There is no known cure for this condition.
However, there is growing speculation that it is related to deficiencies of nutrients and vitamins, and in combination with the possible digestive problems, it may be possibly a loss of nutrients causing this condition.
Corticosteroids and other like immune suppressants have shown to have no long term effect.
However, there is mounting evidence that since certain vitamin supplements do indeed help in the treatment, they may also be of preventive help with this German shepherd’s health issue.
The B-complex of vitamins are water soluble, excess is eliminated through the urine, and help with neural regeneration.
These are something every German shepherd should be supplemented with from early age.
Vitamin E is a potent antioxidant and reduces fat oxidation and increases the production of HDL cholesterol. It is also a potent anti-inflammatory nutrient and should be recommended to all
German shepherds based on these facts. There may also be correlation between the fat oxidation and the digestive issues that shepherds face.
Vitamin C works in conjunction with Vitamin E in the regenerate process. Excess is excreted through the kidney.
Dogs, unlike humans, do produce Vitamin C in their body, but under stress may need additional supplements.
A very good veterinarian can give the recommended dosage.
Finally you will need to supplement your German shepherd with Selenium, as it has antioxidant properties similar to Vitamin E.

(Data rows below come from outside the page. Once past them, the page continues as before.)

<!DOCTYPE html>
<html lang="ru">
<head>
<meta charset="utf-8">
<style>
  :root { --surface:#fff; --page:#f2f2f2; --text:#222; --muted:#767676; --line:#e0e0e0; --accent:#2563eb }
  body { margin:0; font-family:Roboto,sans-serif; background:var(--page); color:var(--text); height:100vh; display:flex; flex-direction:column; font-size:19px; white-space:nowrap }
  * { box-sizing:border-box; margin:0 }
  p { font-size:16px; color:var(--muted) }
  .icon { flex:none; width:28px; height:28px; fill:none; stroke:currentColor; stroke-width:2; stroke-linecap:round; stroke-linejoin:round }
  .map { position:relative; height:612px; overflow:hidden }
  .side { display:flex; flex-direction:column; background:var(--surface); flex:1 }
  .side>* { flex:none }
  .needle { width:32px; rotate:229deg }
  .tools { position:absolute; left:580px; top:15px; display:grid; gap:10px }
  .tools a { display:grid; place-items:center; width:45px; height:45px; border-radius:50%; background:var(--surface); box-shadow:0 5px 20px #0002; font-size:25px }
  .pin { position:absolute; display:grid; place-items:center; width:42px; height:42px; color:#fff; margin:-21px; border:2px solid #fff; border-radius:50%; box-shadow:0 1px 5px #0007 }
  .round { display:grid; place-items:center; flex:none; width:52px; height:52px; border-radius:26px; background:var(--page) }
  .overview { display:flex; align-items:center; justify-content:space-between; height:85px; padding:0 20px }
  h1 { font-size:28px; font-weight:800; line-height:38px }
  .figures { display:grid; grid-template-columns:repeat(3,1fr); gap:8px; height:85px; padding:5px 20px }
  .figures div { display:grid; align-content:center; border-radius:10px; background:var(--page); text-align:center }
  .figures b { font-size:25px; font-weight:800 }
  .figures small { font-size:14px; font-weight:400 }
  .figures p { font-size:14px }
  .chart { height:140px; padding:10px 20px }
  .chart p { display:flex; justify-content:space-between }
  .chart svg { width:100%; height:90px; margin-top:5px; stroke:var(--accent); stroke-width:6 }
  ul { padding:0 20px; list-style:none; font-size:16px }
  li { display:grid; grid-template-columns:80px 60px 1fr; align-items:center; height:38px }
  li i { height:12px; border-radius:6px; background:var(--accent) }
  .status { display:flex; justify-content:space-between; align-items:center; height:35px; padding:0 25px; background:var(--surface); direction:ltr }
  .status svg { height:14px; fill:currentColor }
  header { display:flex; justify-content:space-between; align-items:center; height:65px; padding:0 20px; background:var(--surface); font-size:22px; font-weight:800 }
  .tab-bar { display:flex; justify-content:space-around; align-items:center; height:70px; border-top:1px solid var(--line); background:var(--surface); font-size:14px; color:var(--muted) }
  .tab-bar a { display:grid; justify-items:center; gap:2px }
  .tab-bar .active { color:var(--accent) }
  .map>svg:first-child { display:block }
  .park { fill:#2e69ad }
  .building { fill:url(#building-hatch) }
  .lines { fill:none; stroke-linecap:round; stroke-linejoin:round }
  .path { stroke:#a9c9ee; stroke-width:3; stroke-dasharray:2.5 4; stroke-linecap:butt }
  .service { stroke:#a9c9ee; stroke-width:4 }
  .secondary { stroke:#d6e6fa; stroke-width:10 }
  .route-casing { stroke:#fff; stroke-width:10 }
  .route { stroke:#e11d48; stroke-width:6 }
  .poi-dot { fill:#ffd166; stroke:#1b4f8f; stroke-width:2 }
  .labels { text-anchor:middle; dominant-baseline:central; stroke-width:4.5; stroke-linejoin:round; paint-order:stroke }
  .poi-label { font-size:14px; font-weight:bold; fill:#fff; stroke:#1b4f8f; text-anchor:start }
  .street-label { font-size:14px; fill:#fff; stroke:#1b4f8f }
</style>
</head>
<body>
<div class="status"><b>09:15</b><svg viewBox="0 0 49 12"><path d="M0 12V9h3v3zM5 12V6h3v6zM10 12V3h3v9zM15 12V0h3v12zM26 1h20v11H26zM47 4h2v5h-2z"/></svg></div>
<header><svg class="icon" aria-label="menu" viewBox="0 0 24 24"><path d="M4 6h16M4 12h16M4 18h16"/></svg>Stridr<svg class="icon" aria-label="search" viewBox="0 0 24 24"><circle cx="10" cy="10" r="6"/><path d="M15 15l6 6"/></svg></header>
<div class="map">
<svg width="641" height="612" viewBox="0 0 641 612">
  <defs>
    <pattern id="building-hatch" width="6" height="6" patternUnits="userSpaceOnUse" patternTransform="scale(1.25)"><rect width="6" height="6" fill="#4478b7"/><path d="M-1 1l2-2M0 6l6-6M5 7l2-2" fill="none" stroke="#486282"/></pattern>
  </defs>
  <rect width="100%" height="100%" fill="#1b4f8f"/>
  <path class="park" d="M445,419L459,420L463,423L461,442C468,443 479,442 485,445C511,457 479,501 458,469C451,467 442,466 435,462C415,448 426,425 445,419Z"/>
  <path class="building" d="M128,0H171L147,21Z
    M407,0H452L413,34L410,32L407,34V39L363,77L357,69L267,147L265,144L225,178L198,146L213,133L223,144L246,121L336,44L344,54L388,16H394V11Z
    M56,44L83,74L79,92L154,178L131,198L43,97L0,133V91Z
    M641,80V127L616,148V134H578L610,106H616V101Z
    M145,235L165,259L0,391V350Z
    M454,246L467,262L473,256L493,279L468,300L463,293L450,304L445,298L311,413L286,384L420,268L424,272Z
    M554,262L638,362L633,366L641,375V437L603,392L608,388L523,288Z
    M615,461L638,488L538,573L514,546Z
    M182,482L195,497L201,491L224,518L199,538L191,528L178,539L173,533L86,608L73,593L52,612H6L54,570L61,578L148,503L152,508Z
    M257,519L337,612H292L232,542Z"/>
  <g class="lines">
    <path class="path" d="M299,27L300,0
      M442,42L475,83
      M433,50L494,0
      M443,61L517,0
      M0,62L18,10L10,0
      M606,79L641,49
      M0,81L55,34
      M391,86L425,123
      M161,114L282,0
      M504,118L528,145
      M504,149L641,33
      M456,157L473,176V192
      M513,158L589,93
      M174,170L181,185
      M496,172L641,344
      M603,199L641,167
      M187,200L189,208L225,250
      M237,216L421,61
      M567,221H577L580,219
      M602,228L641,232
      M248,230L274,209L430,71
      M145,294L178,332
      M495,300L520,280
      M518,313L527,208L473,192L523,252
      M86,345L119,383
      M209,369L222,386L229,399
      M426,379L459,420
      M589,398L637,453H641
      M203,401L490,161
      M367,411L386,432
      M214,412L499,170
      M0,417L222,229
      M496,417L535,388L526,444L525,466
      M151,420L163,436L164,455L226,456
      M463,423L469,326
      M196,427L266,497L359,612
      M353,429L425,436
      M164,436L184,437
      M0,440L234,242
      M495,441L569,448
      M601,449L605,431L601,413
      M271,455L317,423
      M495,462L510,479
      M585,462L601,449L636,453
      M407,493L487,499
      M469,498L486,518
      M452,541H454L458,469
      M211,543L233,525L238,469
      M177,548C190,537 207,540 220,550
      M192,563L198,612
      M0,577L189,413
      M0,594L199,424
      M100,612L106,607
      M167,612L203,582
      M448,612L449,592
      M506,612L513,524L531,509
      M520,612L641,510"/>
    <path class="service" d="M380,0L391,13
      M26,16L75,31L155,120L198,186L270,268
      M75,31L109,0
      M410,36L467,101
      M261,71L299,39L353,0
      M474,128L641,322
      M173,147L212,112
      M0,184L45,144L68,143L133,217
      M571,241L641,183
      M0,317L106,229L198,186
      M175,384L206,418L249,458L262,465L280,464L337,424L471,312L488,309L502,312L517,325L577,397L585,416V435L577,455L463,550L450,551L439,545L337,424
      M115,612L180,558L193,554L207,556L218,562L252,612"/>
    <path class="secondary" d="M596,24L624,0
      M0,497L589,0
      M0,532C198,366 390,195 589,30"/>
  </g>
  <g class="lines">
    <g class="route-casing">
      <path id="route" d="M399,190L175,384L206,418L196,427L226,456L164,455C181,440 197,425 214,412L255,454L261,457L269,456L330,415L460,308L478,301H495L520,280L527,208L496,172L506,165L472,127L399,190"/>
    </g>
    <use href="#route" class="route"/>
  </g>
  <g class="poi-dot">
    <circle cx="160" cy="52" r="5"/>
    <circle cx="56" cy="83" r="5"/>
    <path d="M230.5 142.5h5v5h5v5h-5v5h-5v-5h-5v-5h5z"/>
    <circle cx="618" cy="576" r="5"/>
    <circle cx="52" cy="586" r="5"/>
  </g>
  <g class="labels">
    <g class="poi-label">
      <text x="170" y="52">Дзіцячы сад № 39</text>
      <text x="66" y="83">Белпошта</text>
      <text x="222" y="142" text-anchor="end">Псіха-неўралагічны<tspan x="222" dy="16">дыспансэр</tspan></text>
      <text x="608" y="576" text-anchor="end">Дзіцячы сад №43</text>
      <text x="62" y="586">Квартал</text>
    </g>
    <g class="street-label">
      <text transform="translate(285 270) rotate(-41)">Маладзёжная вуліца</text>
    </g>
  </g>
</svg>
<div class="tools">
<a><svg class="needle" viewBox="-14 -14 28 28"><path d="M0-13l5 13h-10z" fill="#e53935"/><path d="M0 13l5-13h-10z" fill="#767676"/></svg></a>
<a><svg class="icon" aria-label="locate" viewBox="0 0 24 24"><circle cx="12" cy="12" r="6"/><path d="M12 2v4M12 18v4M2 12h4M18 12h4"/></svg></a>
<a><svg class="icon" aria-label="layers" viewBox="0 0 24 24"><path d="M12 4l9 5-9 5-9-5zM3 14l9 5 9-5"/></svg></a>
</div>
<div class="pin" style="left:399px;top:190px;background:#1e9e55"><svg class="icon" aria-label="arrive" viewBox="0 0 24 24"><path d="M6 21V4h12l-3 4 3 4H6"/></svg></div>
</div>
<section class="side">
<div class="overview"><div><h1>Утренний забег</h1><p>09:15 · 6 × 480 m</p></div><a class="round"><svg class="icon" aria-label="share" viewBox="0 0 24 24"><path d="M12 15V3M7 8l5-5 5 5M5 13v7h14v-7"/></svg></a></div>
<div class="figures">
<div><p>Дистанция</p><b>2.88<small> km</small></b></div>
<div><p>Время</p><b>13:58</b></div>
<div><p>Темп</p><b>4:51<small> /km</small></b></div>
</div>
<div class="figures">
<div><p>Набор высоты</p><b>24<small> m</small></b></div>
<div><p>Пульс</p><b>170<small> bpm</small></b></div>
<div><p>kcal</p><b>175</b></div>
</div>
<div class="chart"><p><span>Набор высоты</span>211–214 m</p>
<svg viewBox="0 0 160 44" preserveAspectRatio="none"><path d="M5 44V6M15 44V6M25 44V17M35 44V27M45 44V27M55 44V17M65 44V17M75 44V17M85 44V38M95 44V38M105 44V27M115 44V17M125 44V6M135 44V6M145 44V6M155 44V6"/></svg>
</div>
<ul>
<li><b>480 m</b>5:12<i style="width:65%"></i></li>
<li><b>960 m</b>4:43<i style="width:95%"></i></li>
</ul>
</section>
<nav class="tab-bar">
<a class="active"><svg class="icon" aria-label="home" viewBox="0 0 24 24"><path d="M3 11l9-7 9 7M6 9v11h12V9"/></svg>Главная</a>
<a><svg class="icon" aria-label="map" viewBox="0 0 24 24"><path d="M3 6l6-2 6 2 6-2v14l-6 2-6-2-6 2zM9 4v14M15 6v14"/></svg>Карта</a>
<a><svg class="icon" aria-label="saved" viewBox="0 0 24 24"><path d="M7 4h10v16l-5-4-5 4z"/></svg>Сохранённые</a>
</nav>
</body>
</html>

Although Vitamin E can replace the need for Selenium in your shepherd’s body, Selenium can not replace Vitamin E.
However, it does help Vitamin E to be much more effective, exactly what your shepherd needs.
Selenium, unlike the water soluble vitamins can be toxic, so never give your pet more than 200 mg, and only 100 mg in small dogs.
We are what we eat and what we are supplemented with, and your German shepherd is no different.
This majestic breed of dog has a very high probability of contracting this horrible disease.
Because of this anything you as an owner can do from the early stages with building up their system can only increase the odds in their favor.
Something all shepherd owners should consider given the facts.